- Also known as: Kristle Edwards
- Born: December 9, 1956 (age 69) Newark, New Jersey
- Origin: United States
- Genres: Soul Black Gospel
- Occupations: Singer-songwriter, musician, music producer, vocal coach, author and ordained minister
- Label: Light Records

= Kristle Murden =

American singer-songwriter (born 1956)

Kristle Murden (born December 9, 1956), also known as Kristle Edwards, is an American singer-songwriter, musician, music producer, author and ordained minister. Murden is the soloist on the song "Can You Feel the Love Tonight" from The Lion King. She made her professional debut in 1979 singing the duet "I'll Be Thinking of You" with Andraé Crouch, for which Stevie Wonder played harmonica. She signed as a solo artist with Light Records, also in 1979. She was nominated for two Grammy awards: her solo album I Can't Let Go was nominated in 1980, and in 1984, she was nominated for her solo vocal performance for "Jesus Come Lay Your Head on Me" from Andraé Crouch's No Time to Lose album. In 1981 she was nominated for a Dove Award for her I Can't Let Go album in the category of Best Soul Black Gospel album.

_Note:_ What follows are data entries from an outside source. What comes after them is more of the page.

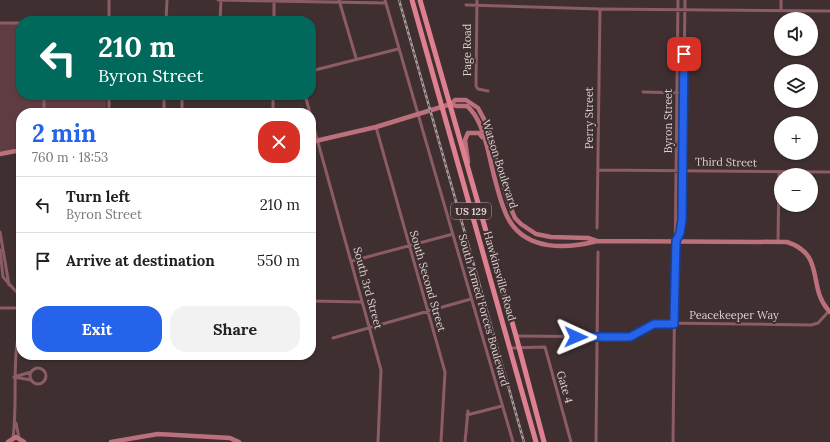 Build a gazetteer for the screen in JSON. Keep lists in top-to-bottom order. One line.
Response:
{"streets":{"main road":["US 129","Hawkinsville Road"],"street":["Page Road","Perry Street","Byron Street","Third Street","Watson Boulevard","South Second Street","South 3rd Street","South Armed Forces Boulevard","Peacekeeper Way","Gate 4"]},"crossings":[["Perry Street","Third Street"],["Byron Street","Third Street"],["Byron Street","Watson Boulevard"],["Byron Street","Peacekeeper Way"],["Watson Boulevard","Hawkinsville Road"],["Watson Boulevard","South Second Street"],["Watson Boulevard","South 3rd Street"],["Watson Boulevard","South Armed Forces Boulevard"],["Watson Boulevard","Peacekeeper Way"],["Hawkinsville Road","Peacekeeper Way"],["Hawkinsville Road","Gate 4"]],"page":{"map_buttons":["+","−"],"turn":["210 m","Byron Street"],"heading":["2 min","760 m · 18:53"],"list":[{"name":"Turn left","note":"Byron Street","value":"210 m"},{"name":"Arrive at destination","value":"550 m"}],"buttons":["Exit","Share"]}} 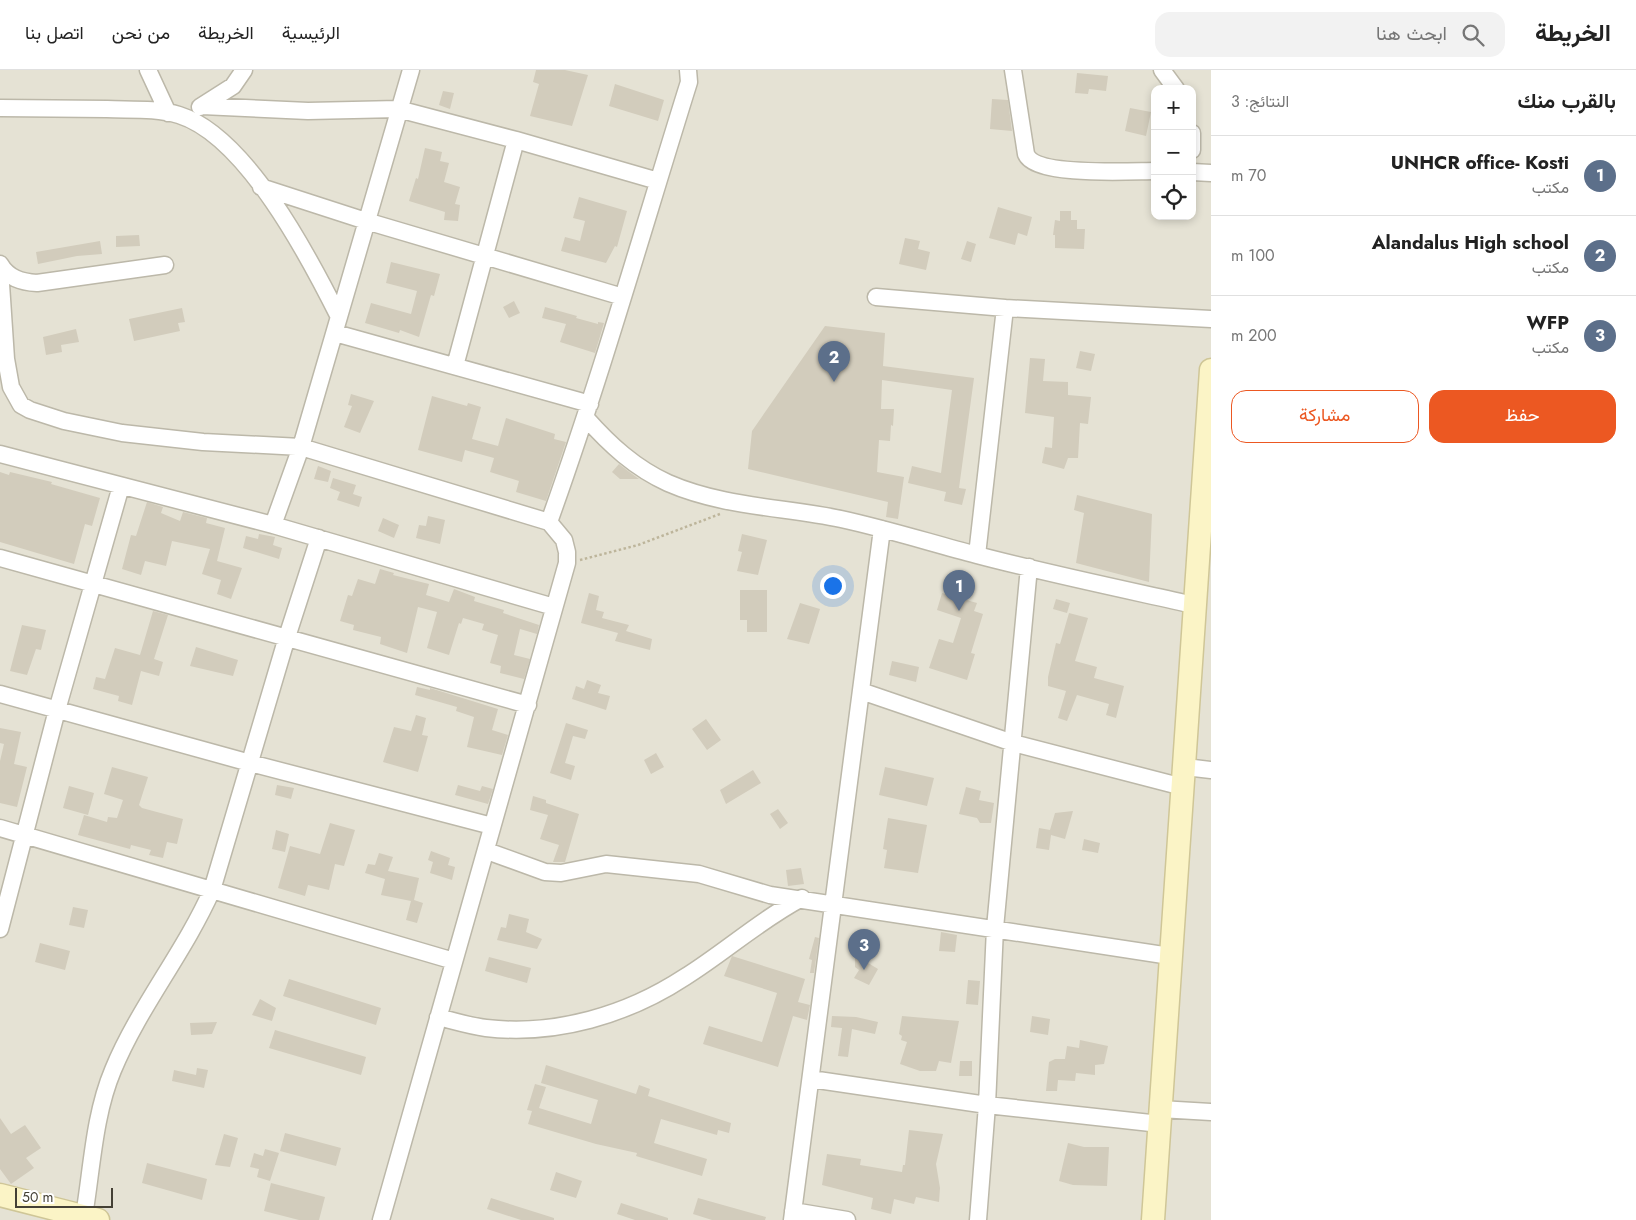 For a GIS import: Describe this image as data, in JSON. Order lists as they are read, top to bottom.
{
  "scale_bar": "50 m",
  "page": {
    "header": "الخريطة",
    "search": "ابحث هنا",
    "nav": [
      "الرئيسية",
      "الخريطة",
      "من نحن",
      "اتصل بنا"
    ],
    "heading": ["بالقرب منك", "النتائج: 3"],
    "map_buttons": ["+", "−"],
    "list": [
      {
        "mark": "1",
        "name": "UNHCR office- Kosti",
        "note": "مكتب",
        "value": "70 m"
      },
      {
        "mark": "2",
        "name": "Alandalus High school",
        "note": "مكتب",
        "value": "100 m"
      },
      {
        "mark": "3",
        "name": "WFP",
        "note": "مكتب",
        "value": "200 m"
      }
    ],
    "pins": ["2", "1", "3"],
    "buttons": ["حفظ", "مشاركة"],
    "scale": "50 m"
  }
} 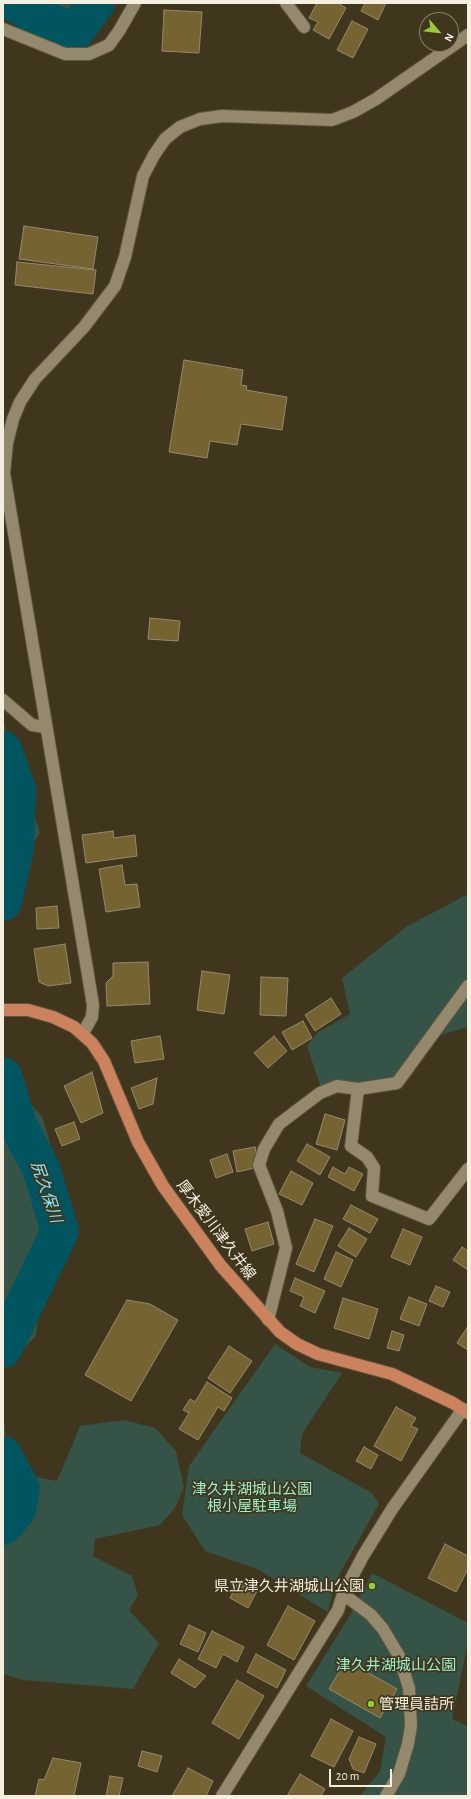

In 1982 Murden earned the Best New Artist Contemporary Award at The Gospel Music Excellence Awards at the annual Gospel Music Workshop of America. She has worked on over 30 film soundtracks, television shows, and major artists' albums as either a featured or backing vocalist. In 2019, Murden published her autobiography titled It Took a Miracle and Then Some.

== Early life ==
Murden was born December 9, 1956, in Newark, New Jersey. She was the 5th child of Doris B. Legges and Charles H. Murden. At the age of three her family moved to Washington D.C. where she attended West Elementary school, Paul Junior High, Calvin Coolidge High School and McKinley Tech High School. She began singing at 4 years old in the youth choir at the First Baptist Church of Annapolis, Maryland. She taught herself to read music and to play the piano at age ten. She began writing songs a year later.

After a troubled childhood, she became a foster child at 15 years old.

== Career ==
As a vocalist, Murden has traveled to over thirty countries singing with Crouch. She has performed in Jamaica, Israel, Finland, Sweden, Norway, (Germany), the Netherlands, Denmark, Japan, Fiji, Australia, England, Canada, France, Ireland, St. Thomas and St. Martin and New Zealand. She sang on several more of Crouch's albums.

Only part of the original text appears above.